Os dois compêndios são um festim para os aficionados, mas a abundância de versões e dicções pode deixar os neófitos confusos — ou frustrados. A melhor porta de entrada ao universo de Tolkien continua sendo a tríade formada por O Hobbit, O Senhor dos Anéis e O Silmarillion — que serão relançados pela HarperCollins, em novas traduções, a partir de março.
Tolkien não inventou a fantasia — mas foi o sucesso de O Senhor dos Anéis a partir dos anos 60 que transformou o gênero em um fenômeno global.

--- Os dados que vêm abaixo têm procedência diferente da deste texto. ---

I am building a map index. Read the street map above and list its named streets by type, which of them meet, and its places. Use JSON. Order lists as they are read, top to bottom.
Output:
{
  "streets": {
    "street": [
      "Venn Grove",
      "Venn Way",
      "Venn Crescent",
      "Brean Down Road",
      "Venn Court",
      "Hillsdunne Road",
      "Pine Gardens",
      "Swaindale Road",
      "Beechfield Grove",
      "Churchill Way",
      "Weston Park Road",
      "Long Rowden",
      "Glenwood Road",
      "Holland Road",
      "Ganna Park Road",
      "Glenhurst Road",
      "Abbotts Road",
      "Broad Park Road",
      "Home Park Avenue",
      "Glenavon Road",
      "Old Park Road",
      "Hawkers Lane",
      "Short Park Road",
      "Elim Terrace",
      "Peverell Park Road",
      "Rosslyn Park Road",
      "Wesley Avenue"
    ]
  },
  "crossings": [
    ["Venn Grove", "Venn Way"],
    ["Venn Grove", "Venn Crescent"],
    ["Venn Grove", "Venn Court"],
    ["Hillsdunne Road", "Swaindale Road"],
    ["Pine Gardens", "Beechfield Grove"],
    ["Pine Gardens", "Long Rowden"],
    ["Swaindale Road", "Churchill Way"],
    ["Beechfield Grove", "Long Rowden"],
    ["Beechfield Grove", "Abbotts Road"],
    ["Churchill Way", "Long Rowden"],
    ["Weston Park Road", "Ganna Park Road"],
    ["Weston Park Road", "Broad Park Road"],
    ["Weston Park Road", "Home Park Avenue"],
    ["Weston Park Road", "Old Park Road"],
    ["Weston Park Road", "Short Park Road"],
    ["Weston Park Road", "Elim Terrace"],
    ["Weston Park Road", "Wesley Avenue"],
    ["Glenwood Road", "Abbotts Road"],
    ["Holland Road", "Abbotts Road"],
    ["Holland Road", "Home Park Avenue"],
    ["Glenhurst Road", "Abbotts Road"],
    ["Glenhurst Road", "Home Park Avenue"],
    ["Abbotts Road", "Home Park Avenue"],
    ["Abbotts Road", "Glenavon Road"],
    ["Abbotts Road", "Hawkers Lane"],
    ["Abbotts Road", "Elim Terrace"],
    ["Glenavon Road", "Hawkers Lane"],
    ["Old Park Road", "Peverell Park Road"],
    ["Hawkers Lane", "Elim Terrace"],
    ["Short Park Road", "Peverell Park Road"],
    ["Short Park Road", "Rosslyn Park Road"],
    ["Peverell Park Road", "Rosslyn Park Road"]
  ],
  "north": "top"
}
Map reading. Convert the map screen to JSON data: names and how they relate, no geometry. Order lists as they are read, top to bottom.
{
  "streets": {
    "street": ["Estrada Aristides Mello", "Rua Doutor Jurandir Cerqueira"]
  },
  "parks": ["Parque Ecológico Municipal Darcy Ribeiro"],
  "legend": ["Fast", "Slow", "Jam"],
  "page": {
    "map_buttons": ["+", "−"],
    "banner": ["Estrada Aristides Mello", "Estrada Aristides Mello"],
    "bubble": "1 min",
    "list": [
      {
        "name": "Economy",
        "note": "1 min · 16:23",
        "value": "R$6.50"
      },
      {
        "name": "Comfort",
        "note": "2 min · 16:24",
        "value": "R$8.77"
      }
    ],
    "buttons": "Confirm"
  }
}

Todas as obras seguintes tiveram de dialogar com Tolkien — mesmo que fosse para refutá-lo. Na série As Crônicas de Gelo e Fogo, George R.R. Martin despiu a fantasia do subtexto teológico — Tolkien era católico fervoroso —, conferindo-lhe elementos do thriller adulto: sexo, labirintos de intriga, reviravoltas de enredo, descrições de violência aterradora e, nos melhores momentos, um certo cinismo epigramático. Os fãs da saga — origem da série Game of Thrones, da HBO (leia aqui a entrevista dos produtores) — encontrarão muitos desses elementos no romance recém-lançado, embora o estilo de Fogo & Sangue seja mais veloz e compacto. Assim como O Silmarillion conta a história da Terra Média antes de O Senhor dos Anéis, Fogo & Sangue relata os acontecimentos em Westeros séculos antes de A Guerra dos Tronos — mais especificamente, a conquista dos Sete Reinos por Aegon, prócer da família Targaryen (antepassados de Daenerys, a rainha dos dragões de Game of Thrones), e os sangrentos conflitos que envolveram seus descendentes. Se a Guerra dos Tronos lembra um pouco a Guerra das Duas Rosas, conflito civil que devastou a Inglaterra no século XV, Fogo & Sangue remete à invasão normanda e às confusões dinásticas que envolveram os descendentes de Guilherme, o Conquistador.
É difícil imaginar um thriller de fantasia mais envolvente que as obras de Martin. O que lhe falta é precisamente aquilo que sobra em Tolkien: a excentricidade filosófica e o cuidado obsessivo em criar um estilo poético e transcendente. No mundo de fala inglesa, essas virtudes há muito ajudaram a dissipar o ranço de Edmund Wilson. Também no Brasil estava na hora de tratarmos o criador da Terra Média do jeito que merece: como um clássico.